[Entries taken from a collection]
※ ※ ※

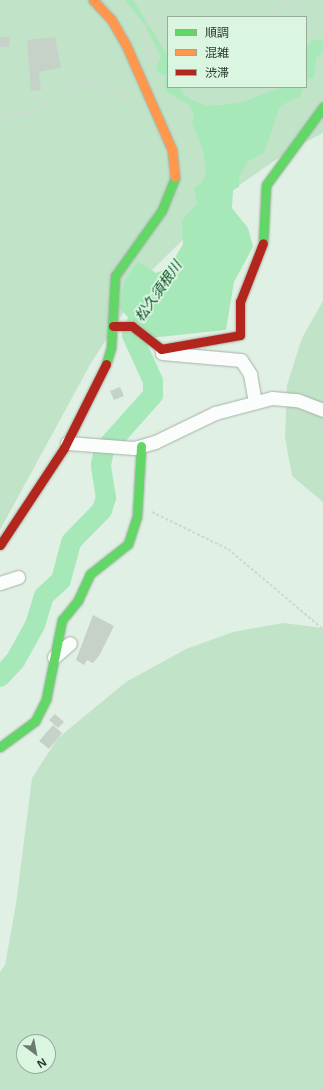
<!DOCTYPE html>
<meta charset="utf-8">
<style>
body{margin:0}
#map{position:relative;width:323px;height:1090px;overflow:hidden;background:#e1f0e4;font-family:"Noto Sans","Noto Sans JP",sans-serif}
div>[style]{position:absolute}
.green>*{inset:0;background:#c1e3c8}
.water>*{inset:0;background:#a6e8b7}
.river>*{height:20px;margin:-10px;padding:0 10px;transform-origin:10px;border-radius:10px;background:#a6e8b7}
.building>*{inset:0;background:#c6d2c8}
.path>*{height:2px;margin-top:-1px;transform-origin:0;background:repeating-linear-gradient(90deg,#d3d7d4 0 3px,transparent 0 5px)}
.roads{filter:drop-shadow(0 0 1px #a6b1a8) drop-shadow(0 0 1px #a6b1a8)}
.street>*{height:13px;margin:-6.5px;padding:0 6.5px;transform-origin:6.5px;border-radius:6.5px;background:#fafdfb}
.fast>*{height:9px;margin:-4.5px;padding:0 4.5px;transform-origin:4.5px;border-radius:4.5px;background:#63d668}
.slow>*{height:9px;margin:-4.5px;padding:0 4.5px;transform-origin:4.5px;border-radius:4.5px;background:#ff974d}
.jam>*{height:9px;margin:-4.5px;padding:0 4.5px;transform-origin:4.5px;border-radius:4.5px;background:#b3261e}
span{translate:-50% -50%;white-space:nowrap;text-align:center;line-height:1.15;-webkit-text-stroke:3.5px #dbf6e0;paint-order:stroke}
.water-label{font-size:14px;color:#074b24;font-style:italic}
.legend{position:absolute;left:167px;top:16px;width:140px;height:72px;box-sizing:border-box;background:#dbf6e0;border:1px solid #96ab9a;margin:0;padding:5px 7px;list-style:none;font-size:12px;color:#2f3a32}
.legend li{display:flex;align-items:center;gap:8px;height:20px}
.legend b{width:20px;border:1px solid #96ab9a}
.north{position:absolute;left:16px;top:1034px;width:40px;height:40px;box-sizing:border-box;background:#dbf6e0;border:1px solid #96ab9a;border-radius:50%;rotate:148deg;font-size:11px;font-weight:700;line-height:16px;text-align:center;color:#2f3a32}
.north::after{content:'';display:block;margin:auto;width:14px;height:18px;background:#6d7a70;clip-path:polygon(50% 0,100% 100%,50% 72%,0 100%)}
</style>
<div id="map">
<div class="green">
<i style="clip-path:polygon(evenodd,0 0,323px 0,323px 133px,290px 150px,238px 186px,149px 273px,91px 363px,0 530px,0 0,168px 17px,306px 17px,306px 87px,168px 87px,168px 17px)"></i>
<i style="clip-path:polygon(323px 301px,323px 502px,292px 476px,285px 437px,287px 385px,302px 338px)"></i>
<i style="clip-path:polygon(evenodd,283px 623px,323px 628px,323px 1090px,0 1090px,0 972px,5px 965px,16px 904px,32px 778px,58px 738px,126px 682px,186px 649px,233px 632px,283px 623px,24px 1042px,48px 1042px,48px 1066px,24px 1066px,24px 1042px)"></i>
</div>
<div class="water">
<i style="clip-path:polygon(125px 0,133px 0,168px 56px,168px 87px,180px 87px,184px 95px,192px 100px,207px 106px,223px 105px,243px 102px,282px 87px,303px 87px,301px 96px,280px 106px,264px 153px,248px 161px,239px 178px,239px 187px,233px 190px,232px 208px,248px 228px,253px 247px,234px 282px,226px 330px,149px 338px,119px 308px,124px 282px,135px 265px,139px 262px,156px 273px,169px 268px,183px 244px,182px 220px,197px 204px,194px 188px,202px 183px,206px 173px,203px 150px,192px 123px,194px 115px,189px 105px,166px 91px,164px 81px,167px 77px,156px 70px,161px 56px,144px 24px)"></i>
<i style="clip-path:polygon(312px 40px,323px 40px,323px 51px,316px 58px,314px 78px,306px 80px,306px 47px)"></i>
</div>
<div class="river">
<i style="left:0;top:677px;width:22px;rotate:-47deg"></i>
<i style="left:15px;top:661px;width:41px;rotate:-60.9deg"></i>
<i style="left:35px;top:625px;width:30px;rotate:-73deg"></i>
<i style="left:44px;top:596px;width:23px;rotate:-43deg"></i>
<i style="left:61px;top:580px;width:39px;rotate:-75deg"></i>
<i style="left:71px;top:542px;width:45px;rotate:-45.9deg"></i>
<i style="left:102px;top:510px;width:13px;rotate:-72deg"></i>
<i style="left:106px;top:498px;width:33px;rotate:-99deg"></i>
<i style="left:101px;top:465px;width:15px;rotate:-79deg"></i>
<i style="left:104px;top:450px;width:74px;rotate:-48.3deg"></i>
<i style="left:153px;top:395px;width:14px;rotate:-90deg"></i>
<i style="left:153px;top:381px;width:51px;rotate:-114.5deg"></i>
<i style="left:132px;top:335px;width:25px;rotate:-69deg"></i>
</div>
<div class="building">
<i style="clip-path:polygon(0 37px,10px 37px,9px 47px,0 47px)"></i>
<i style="clip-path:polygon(55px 37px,61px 68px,39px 72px,41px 90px,31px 91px,27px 40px)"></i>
<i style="clip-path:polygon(120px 387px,124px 396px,114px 400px,110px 391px)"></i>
<i style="clip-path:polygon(93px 615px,114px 626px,99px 656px,93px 663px,87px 660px,84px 665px,76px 660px)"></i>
<i style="clip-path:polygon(55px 714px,64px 722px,58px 728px,49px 720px)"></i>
<i style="clip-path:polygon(53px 725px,62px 733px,49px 749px,39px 741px)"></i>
</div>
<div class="path">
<i style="left:180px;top:17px;width:10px"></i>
<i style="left:270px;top:17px;width:22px;rotate:-51deg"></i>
<i style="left:293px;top:17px;width:23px;rotate:-49deg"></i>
<i style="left:151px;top:63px;width:26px;rotate:-106deg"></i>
<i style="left:144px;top:38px;width:21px;rotate:-79deg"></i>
<i style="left:148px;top:17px;width:6px;rotate:-45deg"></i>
<i style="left:152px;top:13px;width:5px;rotate:22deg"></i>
<i style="left:157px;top:15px;width:20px;rotate:57deg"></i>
<i style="left:0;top:115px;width:11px;rotate:-15deg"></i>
<i style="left:11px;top:112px;width:16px;rotate:4deg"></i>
<i style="left:27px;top:113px;width:67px;rotate:-29.6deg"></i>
<i style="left:85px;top:80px;width:55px;rotate:23.7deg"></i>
<i style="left:152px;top:512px;width:85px;rotate:26deg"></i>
<i style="left:228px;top:549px;width:124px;rotate:40.1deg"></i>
</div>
<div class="roads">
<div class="street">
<i style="left:162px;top:353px;width:79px;rotate:5.1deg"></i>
<i style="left:241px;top:360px;width:17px;rotate:57deg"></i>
<i style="left:250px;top:374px;width:27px;rotate:80deg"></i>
<i style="left:67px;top:443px;width:67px;rotate:4.3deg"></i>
<i style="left:134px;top:448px;width:22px;rotate:-16deg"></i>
<i style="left:155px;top:442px;width:67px;rotate:-25.8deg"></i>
<i style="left:215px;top:413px;width:59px;rotate:-14.7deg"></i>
<i style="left:272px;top:398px;width:25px;rotate:5deg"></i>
<i style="left:297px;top:400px;width:28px;rotate:21deg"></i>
<i style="left:0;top:583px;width:19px;rotate:-18deg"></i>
<i style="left:54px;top:657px;width:21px;rotate:-41deg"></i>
</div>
<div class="fast">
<i style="left:263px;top:243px;width:58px;rotate:-87deg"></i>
<i style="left:266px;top:185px;width:97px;rotate:-53.8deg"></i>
<i style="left:106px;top:364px;width:17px;rotate:-73deg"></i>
<i style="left:111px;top:348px;width:72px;rotate:-86.8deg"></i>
<i style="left:115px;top:276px;width:81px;rotate:-54.5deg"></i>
<i style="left:162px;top:210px;width:35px;rotate:-68deg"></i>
<i style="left:0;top:747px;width:44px;rotate:-36.6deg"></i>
<i style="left:35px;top:721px;width:25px;rotate:-63deg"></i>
<i style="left:46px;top:699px;width:81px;rotate:-78.6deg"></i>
<i style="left:62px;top:620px;width:26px;rotate:-51deg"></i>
<i style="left:78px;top:600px;width:29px;rotate:-65deg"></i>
<i style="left:90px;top:574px;width:48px;rotate:-38.3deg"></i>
<i style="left:128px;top:544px;width:29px;rotate:-72deg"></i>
<i style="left:137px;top:516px;width:70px;rotate:-86.7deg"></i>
</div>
<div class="slow">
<i style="left:93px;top:0;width:26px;rotate:47deg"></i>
<i style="left:111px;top:19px;width:30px;rotate:60deg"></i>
<i style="left:126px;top:45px;width:115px;rotate:66.3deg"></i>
<i style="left:172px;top:150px;width:27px;rotate:84deg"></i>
</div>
<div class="jam">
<i style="left:113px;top:326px;width:19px"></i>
<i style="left:132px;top:326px;width:37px;rotate:38deg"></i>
<i style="left:161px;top:349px;width:80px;rotate:-10deg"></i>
<i style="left:240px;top:335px;width:33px;rotate:-90deg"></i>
<i style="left:240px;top:302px;width:63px;rotate:-68.7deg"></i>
<i style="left:0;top:545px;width:116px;rotate:-56.6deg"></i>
<i style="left:64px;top:448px;width:94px;rotate:-63.4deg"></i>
</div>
</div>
<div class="water-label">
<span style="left:158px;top:291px;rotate:-55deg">松久須根川</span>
</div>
<ul class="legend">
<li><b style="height:5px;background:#63d668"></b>順調</li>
<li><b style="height:5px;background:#ff974d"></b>混雑</li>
<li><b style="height:5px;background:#b3261e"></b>渋滞</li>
</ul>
<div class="north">N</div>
</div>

※ ※ ※

## About this exercise
When you find a line in the records that contains the word "river", copy it.

## Completed task
.river>*{height:20px;margin:-10px;padding:0 10px;transform-origin:10px;border-radius:10px;background:#a6e8b7}
<div class="river">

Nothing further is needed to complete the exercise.